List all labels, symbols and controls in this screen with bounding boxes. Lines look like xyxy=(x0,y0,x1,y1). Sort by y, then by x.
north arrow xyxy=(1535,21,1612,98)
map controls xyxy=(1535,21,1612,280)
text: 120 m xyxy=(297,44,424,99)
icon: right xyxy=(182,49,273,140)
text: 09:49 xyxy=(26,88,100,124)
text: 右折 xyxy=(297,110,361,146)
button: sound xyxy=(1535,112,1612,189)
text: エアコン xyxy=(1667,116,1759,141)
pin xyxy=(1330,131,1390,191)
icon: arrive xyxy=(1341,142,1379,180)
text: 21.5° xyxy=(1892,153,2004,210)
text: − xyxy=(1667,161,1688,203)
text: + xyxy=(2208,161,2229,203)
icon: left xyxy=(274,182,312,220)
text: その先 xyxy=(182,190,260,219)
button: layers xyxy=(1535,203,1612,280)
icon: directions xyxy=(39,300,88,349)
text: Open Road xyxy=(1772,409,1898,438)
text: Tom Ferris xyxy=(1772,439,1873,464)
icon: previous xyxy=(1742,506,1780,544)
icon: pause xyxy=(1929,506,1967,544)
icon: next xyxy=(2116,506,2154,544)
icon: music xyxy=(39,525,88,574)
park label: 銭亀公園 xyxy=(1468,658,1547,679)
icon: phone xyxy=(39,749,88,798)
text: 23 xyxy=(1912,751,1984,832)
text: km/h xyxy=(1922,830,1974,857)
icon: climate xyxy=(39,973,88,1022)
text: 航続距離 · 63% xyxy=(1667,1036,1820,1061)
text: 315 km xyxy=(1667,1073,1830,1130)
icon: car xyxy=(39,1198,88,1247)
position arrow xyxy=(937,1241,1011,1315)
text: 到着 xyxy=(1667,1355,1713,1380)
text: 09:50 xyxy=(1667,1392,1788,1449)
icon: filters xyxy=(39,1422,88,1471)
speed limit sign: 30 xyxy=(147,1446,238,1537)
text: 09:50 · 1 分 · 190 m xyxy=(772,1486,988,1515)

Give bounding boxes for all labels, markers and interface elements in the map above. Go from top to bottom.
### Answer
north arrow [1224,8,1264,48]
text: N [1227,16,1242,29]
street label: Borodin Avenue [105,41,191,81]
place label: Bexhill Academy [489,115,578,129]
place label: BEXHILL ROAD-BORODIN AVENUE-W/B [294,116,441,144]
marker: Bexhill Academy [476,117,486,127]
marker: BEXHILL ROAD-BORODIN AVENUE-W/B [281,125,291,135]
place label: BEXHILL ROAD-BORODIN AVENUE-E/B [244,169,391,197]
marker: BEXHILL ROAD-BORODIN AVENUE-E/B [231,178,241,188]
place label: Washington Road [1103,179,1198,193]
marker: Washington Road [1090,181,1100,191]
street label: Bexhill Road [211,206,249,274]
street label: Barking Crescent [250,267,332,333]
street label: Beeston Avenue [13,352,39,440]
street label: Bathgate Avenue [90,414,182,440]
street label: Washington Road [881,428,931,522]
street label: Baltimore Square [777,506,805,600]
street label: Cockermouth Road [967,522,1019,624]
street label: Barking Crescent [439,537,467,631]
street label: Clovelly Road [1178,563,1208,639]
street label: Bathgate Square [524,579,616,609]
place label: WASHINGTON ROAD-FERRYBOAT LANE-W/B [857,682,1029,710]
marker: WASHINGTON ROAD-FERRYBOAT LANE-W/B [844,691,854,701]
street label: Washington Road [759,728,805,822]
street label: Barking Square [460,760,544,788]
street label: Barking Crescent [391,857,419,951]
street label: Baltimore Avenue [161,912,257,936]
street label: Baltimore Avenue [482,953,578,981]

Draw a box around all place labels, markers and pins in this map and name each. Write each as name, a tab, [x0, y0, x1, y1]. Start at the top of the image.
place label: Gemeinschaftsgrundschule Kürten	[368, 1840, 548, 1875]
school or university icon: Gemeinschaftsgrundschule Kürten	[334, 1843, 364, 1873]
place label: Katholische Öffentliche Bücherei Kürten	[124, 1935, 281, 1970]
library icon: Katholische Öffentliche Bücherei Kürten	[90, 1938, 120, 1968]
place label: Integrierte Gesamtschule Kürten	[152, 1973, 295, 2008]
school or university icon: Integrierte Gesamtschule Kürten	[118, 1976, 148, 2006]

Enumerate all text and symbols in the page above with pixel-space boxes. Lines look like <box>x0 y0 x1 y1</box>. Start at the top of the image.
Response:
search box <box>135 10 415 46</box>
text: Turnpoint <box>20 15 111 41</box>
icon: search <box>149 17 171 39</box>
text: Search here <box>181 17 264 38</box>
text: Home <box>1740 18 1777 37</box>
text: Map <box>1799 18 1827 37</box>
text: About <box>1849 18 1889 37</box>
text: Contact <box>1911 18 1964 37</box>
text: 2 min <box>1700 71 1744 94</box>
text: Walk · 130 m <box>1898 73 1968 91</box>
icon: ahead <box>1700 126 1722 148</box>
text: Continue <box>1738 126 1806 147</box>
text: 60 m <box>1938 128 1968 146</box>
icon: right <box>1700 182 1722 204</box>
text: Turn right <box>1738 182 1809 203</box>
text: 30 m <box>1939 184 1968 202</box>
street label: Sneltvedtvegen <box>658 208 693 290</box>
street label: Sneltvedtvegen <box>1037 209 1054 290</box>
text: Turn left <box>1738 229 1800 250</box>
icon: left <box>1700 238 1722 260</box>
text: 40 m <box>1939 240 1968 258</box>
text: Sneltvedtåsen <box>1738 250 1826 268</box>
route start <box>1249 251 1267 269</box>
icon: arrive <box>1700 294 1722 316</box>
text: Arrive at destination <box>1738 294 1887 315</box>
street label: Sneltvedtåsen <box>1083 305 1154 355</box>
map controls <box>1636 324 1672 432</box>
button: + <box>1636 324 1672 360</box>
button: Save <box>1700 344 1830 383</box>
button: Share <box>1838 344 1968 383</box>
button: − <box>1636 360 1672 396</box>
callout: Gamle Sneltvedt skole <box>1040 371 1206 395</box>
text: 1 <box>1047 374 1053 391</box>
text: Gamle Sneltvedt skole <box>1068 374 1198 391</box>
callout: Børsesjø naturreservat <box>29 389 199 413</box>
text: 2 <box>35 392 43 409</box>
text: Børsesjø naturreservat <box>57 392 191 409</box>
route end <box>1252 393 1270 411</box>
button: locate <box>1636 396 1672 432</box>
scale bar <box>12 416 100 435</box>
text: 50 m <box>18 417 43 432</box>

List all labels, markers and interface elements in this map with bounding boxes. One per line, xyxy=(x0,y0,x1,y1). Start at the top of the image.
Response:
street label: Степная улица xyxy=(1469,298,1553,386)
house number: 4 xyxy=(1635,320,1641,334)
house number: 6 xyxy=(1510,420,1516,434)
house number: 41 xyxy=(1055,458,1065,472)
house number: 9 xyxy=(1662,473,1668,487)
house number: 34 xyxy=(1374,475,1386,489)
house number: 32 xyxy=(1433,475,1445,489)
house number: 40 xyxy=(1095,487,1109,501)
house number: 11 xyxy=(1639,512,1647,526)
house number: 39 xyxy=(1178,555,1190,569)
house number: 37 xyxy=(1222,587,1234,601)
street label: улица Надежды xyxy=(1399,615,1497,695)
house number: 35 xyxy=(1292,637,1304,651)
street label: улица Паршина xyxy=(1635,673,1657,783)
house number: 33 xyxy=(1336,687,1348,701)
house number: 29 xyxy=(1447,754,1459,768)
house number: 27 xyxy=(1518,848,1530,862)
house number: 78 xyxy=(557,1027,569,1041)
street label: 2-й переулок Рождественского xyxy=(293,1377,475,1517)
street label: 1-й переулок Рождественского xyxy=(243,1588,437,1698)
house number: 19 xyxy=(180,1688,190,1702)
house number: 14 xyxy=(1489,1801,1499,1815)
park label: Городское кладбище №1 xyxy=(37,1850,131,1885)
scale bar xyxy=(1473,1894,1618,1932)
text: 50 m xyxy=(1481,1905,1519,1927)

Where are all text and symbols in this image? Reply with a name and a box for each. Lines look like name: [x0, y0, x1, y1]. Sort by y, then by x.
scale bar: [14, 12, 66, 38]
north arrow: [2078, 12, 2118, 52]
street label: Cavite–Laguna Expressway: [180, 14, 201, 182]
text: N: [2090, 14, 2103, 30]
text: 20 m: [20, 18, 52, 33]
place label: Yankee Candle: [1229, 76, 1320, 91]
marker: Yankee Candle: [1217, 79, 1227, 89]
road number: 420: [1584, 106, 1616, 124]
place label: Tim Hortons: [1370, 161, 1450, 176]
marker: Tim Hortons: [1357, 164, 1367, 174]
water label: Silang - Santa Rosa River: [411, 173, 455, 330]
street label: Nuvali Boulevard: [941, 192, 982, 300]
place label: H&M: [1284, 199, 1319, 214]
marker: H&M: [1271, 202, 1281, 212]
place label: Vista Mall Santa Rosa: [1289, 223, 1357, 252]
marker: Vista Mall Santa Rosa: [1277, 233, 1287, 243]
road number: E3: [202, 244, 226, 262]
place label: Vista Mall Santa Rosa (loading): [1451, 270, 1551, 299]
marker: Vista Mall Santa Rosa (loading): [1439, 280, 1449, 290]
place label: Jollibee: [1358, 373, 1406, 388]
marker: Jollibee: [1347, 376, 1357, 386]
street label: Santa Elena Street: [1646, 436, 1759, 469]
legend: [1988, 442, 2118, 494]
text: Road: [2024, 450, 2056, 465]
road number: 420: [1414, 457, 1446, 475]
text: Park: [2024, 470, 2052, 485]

▶ Problem details: Your output should be the listing's lines, exact and complete, from its first line to the line that contains "Give bounding boxes", inclusive.

▶ Solution below:
List all labels, symbols and controls in this screen with bounding boxes. Lines look like xyxy=(x0,y0,x1,y1). Sort by y, then by x.
north arrow xyxy=(1535,21,1612,98)
map controls xyxy=(1535,21,1612,280)
text: 120 m xyxy=(297,44,424,99)
icon: right xyxy=(182,49,273,140)
text: 09:49 xyxy=(26,88,100,124)
text: 右折 xyxy=(297,110,361,146)
button: sound xyxy=(1535,112,1612,189)
text: エアコン xyxy=(1667,116,1759,141)
pin xyxy=(1330,131,1390,191)
icon: arrive xyxy=(1341,142,1379,180)
text: 21.5° xyxy=(1892,153,2004,210)
text: − xyxy=(1667,161,1688,203)
text: + xyxy=(2208,161,2229,203)
icon: left xyxy=(274,182,312,220)
text: その先 xyxy=(182,190,260,219)
button: layers xyxy=(1535,203,1612,280)
icon: directions xyxy=(39,300,88,349)
text: Open Road xyxy=(1772,409,1898,438)
text: Tom Ferris xyxy=(1772,439,1873,464)
icon: previous xyxy=(1742,506,1780,544)
icon: pause xyxy=(1929,506,1967,544)
icon: next xyxy=(2116,506,2154,544)
icon: music xyxy=(39,525,88,574)
park label: 銭亀公園 xyxy=(1468,658,1547,679)
icon: phone xyxy=(39,749,88,798)
text: 23 xyxy=(1912,751,1984,832)
text: km/h xyxy=(1922,830,1974,857)
icon: climate xyxy=(39,973,88,1022)
text: 航続距離 · 63% xyxy=(1667,1036,1820,1061)
text: 315 km xyxy=(1667,1073,1830,1130)
icon: car xyxy=(39,1198,88,1247)
position arrow xyxy=(937,1241,1011,1315)
text: 到着 xyxy=(1667,1355,1713,1380)
text: 09:50 xyxy=(1667,1392,1788,1449)
icon: filters xyxy=(39,1422,88,1471)
speed limit sign: 30 xyxy=(147,1446,238,1537)
text: 09:50 · 1 分 · 190 m xyxy=(772,1486,988,1515)

Give bounding boxes for all labels, markers and interface elements in the map above. Go from top to bottom.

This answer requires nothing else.